Work request ->
The lines below that include the word "width" are to be reported.

*** Input for this task ***

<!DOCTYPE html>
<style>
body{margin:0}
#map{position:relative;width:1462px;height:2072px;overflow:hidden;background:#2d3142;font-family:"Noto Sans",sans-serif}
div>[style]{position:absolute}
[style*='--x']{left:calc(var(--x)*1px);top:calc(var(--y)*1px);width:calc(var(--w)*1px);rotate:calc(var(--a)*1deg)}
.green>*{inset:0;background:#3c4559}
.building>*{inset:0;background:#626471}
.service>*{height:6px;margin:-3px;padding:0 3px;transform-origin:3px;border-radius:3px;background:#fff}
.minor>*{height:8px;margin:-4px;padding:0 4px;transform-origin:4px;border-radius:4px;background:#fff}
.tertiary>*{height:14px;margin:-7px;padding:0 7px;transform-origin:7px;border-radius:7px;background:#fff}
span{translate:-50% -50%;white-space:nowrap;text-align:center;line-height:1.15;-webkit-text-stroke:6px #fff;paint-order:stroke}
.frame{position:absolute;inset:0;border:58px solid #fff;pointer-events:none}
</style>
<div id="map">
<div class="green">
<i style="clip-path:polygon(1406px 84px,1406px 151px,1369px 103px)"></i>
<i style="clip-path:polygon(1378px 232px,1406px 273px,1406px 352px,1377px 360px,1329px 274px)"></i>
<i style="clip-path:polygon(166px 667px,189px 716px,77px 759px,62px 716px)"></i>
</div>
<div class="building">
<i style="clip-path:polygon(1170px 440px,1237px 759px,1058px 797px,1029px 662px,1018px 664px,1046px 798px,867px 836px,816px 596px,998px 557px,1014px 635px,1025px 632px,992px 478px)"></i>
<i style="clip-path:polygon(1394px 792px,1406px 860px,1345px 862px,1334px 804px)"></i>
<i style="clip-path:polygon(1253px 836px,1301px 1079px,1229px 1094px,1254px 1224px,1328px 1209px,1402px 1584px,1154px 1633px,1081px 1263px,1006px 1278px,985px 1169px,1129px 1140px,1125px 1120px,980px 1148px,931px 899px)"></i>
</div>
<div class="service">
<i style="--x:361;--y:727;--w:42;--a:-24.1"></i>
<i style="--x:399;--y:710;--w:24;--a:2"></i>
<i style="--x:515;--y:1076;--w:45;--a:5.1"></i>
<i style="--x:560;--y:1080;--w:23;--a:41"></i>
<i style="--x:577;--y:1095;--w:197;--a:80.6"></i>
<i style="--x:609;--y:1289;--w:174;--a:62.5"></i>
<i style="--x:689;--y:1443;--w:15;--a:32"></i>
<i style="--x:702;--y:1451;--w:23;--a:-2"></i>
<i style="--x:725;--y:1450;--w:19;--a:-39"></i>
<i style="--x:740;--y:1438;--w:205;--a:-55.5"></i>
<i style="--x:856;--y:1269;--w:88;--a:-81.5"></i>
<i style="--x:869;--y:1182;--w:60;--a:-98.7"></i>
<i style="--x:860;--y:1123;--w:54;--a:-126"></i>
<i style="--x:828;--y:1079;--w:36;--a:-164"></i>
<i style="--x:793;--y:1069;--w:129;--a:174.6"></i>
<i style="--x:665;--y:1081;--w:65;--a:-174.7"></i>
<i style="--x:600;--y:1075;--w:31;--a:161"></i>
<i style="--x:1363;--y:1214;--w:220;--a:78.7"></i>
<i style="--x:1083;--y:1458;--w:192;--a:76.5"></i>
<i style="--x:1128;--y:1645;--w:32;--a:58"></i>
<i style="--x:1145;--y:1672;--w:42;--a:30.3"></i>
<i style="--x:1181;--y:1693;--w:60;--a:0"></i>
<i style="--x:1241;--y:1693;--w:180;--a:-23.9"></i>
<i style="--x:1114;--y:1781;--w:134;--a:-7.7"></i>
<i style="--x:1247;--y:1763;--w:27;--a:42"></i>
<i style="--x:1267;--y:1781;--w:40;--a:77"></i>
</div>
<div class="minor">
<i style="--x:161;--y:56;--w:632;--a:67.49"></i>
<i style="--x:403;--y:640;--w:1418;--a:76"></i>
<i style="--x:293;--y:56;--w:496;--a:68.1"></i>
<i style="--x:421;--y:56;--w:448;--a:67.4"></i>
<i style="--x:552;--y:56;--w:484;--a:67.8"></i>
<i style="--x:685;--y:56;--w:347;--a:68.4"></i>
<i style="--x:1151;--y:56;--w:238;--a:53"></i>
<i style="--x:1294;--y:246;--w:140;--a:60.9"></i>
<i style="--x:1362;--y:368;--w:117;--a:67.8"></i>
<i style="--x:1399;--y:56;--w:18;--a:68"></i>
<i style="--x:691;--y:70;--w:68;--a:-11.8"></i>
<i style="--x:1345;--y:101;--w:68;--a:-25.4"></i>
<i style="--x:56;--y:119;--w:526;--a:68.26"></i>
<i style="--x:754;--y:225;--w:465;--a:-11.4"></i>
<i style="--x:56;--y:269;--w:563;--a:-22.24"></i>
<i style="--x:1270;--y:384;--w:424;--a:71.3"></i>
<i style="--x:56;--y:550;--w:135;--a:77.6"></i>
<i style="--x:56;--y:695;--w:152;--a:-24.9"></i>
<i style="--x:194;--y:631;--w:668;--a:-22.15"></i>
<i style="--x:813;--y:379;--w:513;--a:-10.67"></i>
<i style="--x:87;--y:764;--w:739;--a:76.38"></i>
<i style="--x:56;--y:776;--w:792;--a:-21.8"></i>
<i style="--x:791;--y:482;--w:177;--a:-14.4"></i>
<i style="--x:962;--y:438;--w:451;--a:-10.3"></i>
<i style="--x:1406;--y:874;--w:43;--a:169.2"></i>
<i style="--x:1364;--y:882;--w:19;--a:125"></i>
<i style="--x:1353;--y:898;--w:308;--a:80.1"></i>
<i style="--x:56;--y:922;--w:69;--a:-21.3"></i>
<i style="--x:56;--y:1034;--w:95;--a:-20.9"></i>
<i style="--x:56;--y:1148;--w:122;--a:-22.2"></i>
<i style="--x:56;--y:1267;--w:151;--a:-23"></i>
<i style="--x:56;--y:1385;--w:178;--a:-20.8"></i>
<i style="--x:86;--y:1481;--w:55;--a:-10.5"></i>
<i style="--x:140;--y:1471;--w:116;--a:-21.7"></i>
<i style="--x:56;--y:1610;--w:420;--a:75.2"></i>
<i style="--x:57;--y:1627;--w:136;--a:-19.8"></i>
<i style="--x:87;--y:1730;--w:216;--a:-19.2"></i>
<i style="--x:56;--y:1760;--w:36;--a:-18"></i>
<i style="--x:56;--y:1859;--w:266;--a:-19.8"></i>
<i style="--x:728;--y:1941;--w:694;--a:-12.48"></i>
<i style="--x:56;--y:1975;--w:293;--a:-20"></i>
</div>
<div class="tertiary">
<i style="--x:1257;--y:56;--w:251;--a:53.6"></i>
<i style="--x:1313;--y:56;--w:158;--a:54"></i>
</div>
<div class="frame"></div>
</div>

*** End of Input for this task ***

Answer section ->
#map{position:relative;width:1462px;height:2072px;overflow:hidden;background:#2d3142;font-family:"Noto Sans",sans-serif}
[style*='--x']{left:calc(var(--x)*1px);top:calc(var(--y)*1px);width:calc(var(--w)*1px);rotate:calc(var(--a)*1deg)}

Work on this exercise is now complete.